Does the subject run out? Is everything over one day like a war 
one never believed would end, working, living, dying here, where
you’re held in the same confine—with herds of cattle: six hundred
fenced acres, only the weedy, tree-lined hedgerows barely conceal 
your captivity but you’re affixed by land and sky. Clouds gather
from distance by season, weather, and hour, bright, tinted, or dismal. 
At some moment, levity comes to your imagining. Has it not all been 
spoken of at times grandiloquently—to others in name of stewardship,  
or to oneself—wresting away the impulse to harbor regret once again 
in your life. 


We inadvertently turned the cows on the ditchbank this morning, mis-
remembering yet perhaps knowing all the while the left-open gate; 
rushed ahead to bring them back. Only grudgingly did they acquiesce. 
We’re out of grass—need somewhere to go—maybe this always inmost 
to us. We’re essentially poor—our circumstances small and never been 
otherwise—bringing three hundred cows and their calves along in certain 
poverty, presently fashioned upon a season that equals the stupidity of man.


                  II


I remember Tampa one February, stiff wind skirling off the Bay, ravaging
the State Fairgrounds. Everyone in down vests, freezing their asses off, 
ducking into the main pavilion to get out of it for a moment—that tense, 
quiet, concentrated air of the livestock show, class after class sequencing 
hours. Then back out into that gale where speech itself—frozen—doesn’t 
quite catch in the ear amid wind-torn diesel clatter of the midway mixing 
with aromas of candy and grease.


The Brahman Association meeting was kept till after the final class: “Get 
of Sire”—whole cow families lined up—bull, dam, yearlings, and sucklings, 
together like entries on a pedigree certificate as in proof of something. 
The handlers, mostly farm-raised kids, lead ropes and show sticks, feverishly
stroking dewlaps and navels—all watching as they cow-towed determinedly
the circulating, dispassionate judge.


Old Boss walked the midway hunting for a vendor to sell us Cuban sandwiches 
he remembered from years ago at the fair.
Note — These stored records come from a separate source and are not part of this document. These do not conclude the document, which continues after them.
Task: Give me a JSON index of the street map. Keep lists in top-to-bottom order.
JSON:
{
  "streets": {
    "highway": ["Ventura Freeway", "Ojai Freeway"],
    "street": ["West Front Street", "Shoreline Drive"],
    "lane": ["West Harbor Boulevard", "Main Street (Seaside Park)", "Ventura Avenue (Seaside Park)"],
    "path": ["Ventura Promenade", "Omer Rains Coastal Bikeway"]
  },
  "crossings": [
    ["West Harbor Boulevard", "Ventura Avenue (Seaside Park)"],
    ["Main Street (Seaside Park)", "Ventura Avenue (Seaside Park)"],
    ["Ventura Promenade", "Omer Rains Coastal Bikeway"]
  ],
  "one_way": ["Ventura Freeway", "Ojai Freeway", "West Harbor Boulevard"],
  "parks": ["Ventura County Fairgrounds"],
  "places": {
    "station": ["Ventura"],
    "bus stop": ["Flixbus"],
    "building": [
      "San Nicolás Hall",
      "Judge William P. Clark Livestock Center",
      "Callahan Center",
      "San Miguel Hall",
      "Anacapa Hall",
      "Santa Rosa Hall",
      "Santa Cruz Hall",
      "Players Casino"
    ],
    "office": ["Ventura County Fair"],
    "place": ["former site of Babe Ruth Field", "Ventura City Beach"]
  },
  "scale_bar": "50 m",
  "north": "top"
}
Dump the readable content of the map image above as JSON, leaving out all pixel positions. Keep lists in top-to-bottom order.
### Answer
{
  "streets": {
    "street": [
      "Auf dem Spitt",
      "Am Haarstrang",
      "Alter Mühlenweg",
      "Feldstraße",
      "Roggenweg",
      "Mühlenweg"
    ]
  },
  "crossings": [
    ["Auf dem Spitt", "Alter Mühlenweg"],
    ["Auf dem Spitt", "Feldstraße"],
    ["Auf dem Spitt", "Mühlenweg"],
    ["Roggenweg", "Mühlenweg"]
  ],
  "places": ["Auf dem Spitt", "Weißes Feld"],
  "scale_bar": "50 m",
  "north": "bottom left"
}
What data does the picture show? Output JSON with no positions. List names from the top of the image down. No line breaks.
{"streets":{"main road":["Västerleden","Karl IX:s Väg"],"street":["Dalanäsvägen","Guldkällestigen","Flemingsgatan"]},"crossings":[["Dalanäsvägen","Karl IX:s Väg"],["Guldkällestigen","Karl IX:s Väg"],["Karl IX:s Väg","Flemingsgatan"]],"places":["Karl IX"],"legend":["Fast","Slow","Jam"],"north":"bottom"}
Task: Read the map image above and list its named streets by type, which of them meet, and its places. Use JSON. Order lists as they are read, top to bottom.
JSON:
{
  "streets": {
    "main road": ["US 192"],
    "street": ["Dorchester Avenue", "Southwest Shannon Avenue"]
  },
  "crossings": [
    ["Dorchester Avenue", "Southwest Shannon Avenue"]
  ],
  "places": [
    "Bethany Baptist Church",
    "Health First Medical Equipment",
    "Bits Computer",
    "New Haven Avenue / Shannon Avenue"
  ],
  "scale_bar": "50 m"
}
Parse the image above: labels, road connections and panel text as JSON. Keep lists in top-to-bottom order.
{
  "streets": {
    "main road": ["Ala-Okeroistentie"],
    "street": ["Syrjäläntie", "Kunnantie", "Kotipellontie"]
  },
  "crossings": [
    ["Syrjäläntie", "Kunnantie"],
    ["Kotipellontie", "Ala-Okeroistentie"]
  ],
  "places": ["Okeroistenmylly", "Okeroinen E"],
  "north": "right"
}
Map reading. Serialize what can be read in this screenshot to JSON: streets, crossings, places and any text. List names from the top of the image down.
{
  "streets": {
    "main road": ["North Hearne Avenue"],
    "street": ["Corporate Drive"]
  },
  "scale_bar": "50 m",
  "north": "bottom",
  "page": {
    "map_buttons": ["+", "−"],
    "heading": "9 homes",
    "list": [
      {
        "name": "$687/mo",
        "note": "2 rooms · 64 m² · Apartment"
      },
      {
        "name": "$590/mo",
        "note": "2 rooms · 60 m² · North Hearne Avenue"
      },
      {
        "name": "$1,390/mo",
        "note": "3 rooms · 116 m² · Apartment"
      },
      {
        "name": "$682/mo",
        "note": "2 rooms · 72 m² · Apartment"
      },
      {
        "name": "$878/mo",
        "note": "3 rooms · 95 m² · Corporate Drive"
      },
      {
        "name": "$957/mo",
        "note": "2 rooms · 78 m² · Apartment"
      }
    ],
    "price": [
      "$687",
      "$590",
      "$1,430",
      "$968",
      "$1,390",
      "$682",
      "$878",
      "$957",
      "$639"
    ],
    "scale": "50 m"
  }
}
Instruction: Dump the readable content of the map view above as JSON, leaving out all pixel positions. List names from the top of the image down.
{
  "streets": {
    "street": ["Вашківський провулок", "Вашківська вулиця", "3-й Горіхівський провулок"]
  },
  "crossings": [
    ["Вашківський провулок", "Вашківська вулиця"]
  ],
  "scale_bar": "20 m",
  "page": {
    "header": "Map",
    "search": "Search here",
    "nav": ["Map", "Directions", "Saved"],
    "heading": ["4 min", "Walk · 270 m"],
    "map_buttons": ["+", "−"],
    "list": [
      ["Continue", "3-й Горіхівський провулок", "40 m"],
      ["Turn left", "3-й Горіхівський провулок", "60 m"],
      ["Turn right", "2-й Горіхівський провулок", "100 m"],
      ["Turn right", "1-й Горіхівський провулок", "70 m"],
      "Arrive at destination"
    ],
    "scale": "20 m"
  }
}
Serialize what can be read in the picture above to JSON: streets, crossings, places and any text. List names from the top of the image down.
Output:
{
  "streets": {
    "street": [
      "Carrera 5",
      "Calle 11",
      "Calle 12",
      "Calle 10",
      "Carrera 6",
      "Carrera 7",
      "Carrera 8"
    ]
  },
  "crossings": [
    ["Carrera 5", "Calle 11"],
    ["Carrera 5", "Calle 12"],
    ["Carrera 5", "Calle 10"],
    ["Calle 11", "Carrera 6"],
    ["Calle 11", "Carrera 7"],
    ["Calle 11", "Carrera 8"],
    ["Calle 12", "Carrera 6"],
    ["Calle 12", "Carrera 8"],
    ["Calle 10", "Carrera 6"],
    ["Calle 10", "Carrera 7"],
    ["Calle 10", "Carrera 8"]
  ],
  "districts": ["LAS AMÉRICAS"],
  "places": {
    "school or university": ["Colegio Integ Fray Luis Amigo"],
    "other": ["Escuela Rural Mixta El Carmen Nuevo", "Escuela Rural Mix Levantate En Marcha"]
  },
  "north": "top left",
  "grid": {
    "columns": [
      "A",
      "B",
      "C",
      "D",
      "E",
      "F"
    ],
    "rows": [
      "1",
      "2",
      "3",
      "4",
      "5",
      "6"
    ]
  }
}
Yet only funnel cakes, colored ices 
of every radioactive hue, gewgaws, and worthless ephemera to be found. This 
is the outer pocket emptying world we pass through, coming to understand 
the invernal chill of Hell—not Dante’s—nor from sudden loss and derision, 
but the unnamable thing that can spawn and grow within your life—malevolent 
cousin of hope—like a weak calf  born every year and for whatever reason, 
sickens and dies on your watch.


III


We conceded to hamburgers the elephant stepped on at a stand, and joined 
the meeting destined to mire in pettiness--formality: the thinking-man’s 
whore. President, Joe Barthle at last interrupted the hour’s long inanity
to say, “Gentlemen—what’s your pleasure?” Old Boss had had enough, 
whispered audibly, “Let’s bug out of here!” and up and gone, we were soon 
crossing along dusk-laden strawberry fields of Valrico and Dover, obliterating
massifs of phosphate at Mulberry, Bartow’s reclamations and equipment yards 
and the brown, frozen expanses of prairie between podunk boiled-peanut  
and fruit-stand settlements along the way.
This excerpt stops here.